The objective of this problem is to give you a flavor of how to read, analyze, and report on a paper from a research view point. Hence, the manner in which you write your report is almost as important as what you write in it. Some hints follow:

Problem

Consider the paper from the textbook: Fast Algorithms for Mining Association Rules. R. Agrawal et al.

Answer the following questions to demosstrate that you have understood the material presented in this paper:

  1. Consider the following sets of items and transactions:
    Items Transactions (i.e. Subsets of Items)
    I0: Required CS Courses T0: Courses on CS major Student transcript
    I1: CS Courses T1: Courses on a Student transcript
    I2: CS Students T2: Students in a Course
    1. What is the typical size of transactions in T1. Provide an example of an association rules using I1 and T1. Explain the meaning of association rules using I1 and T1.
    2. What is the typical size of transactions in T2. Provide an example of an association rules using I1 and T2. Explain the meaning of association rules using I2 and T2.
  2. Compare and contrast the following pairs:
    1. association vs. statistical correlation
    2. confidence vs. support
    3. apriori algorithm vs. apriori Tid algorithm
  3. Consider a brute algorithm to find association rules. Given N items, it first generates all posible subsets of items. Set of transactions are next scanned to compute support for all subsets. Subsets with support below the given threshold are discarded to produce the final set of association rules.
    Compare the computational complexity of this algorithm with that of aprioi algorithm for finding association rules. When will you use brute force algorithm over apriori algorithm? Specifically comment on the three examples of pairs (I0, T0), (I1., T1) and (I2, T2) for pairs of items and transactions.
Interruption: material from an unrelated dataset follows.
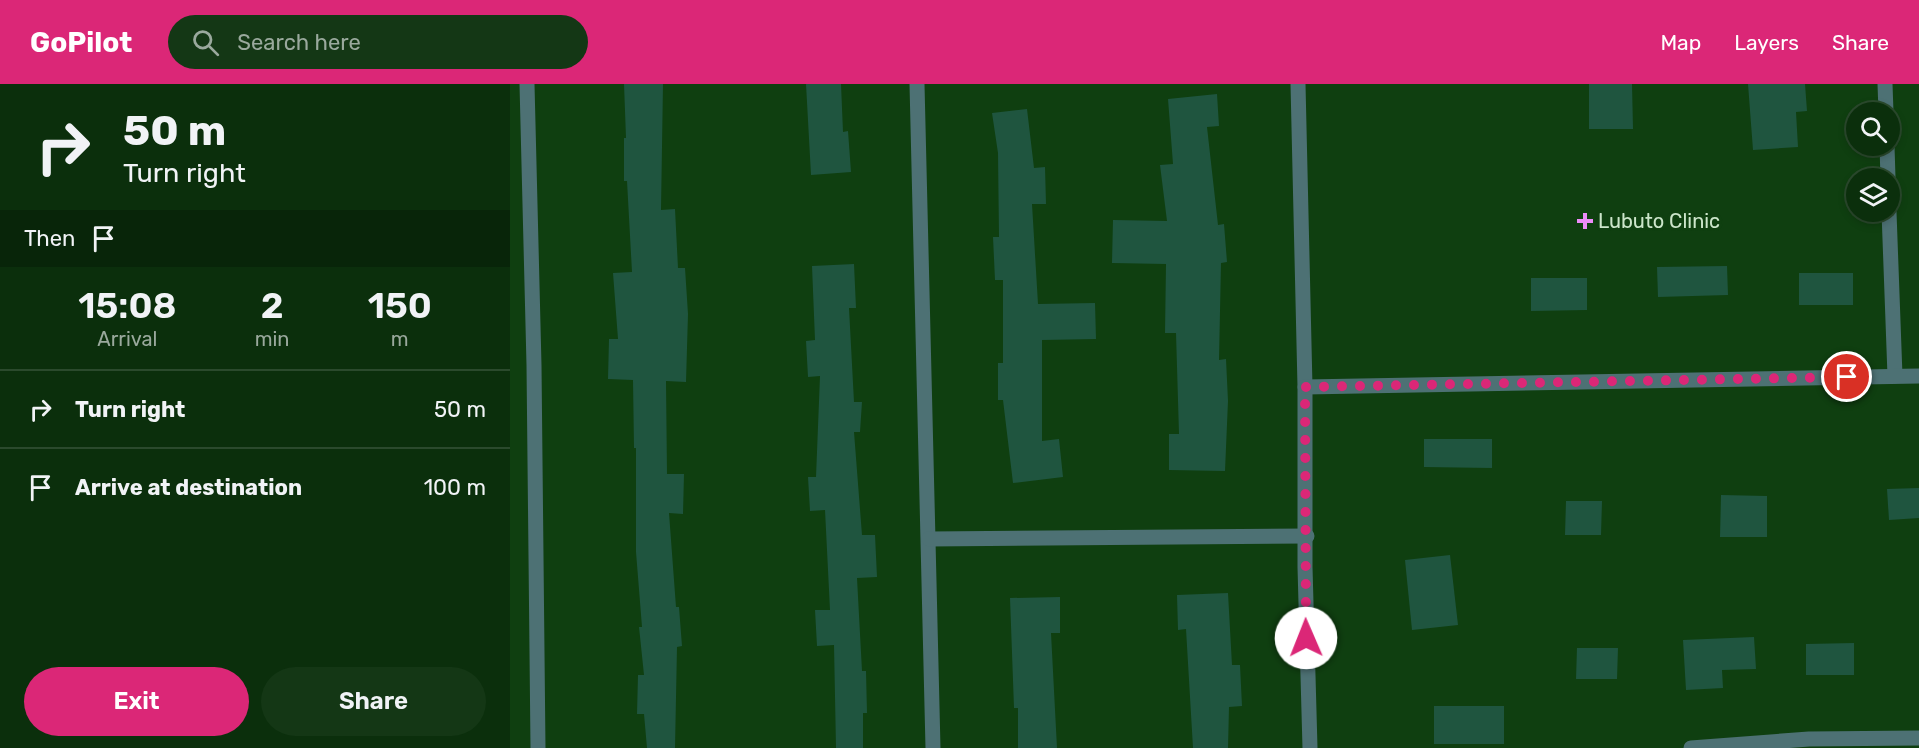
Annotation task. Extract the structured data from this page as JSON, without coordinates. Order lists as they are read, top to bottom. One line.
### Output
{"places":{"health":["Lubuto Clinic"]},"page":{"header":"GoPilot","search":"Search here","nav":["Map","Layers","Share"],"turn":["50 m","Turn right"],"then":"Then","eta":["15:08","Arrival","2","min","150","m"],"list":[{"name":"Turn right","value":"50 m"},{"name":"Arrive at destination","value":"100 m"}],"buttons":["Exit","Share"]}}
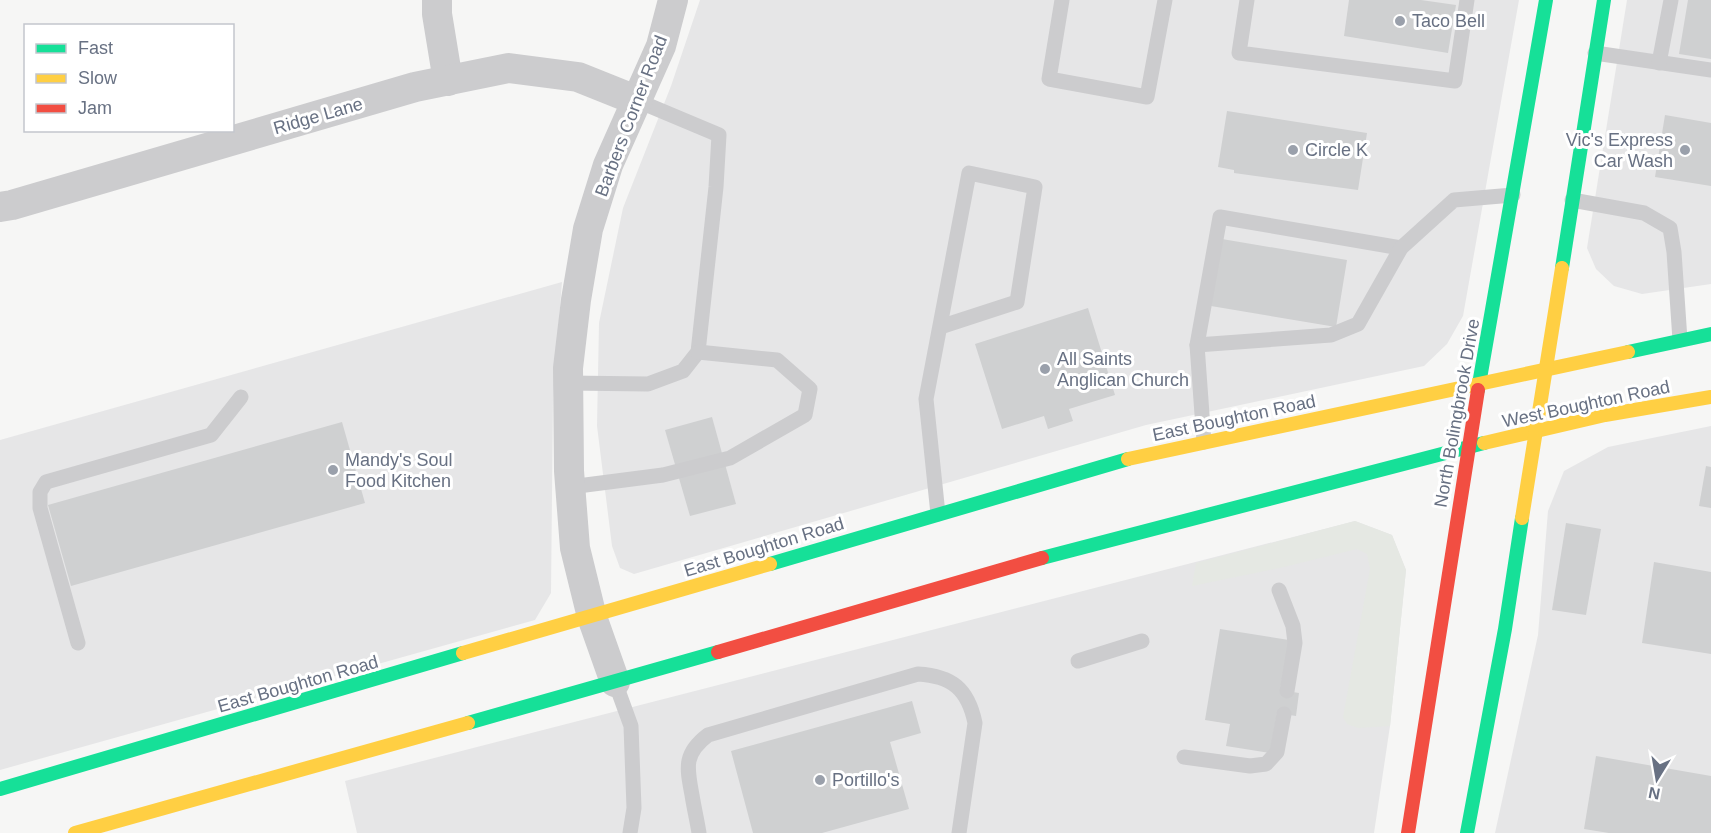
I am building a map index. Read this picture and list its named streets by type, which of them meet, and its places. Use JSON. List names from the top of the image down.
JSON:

Answer the following questions to demostrate that you can analyze the paper towards carrying out research:

  1. What research contributions does this paper make?
  2. What assumptions have been made in this paper? Criticize each assumption with respect to its realism.
  3. Select an assumption you've identified and explain how it affects the proposed model and approach.
  4. Modify the selected assumption to make it more realistic (or you could do away with it entirely!).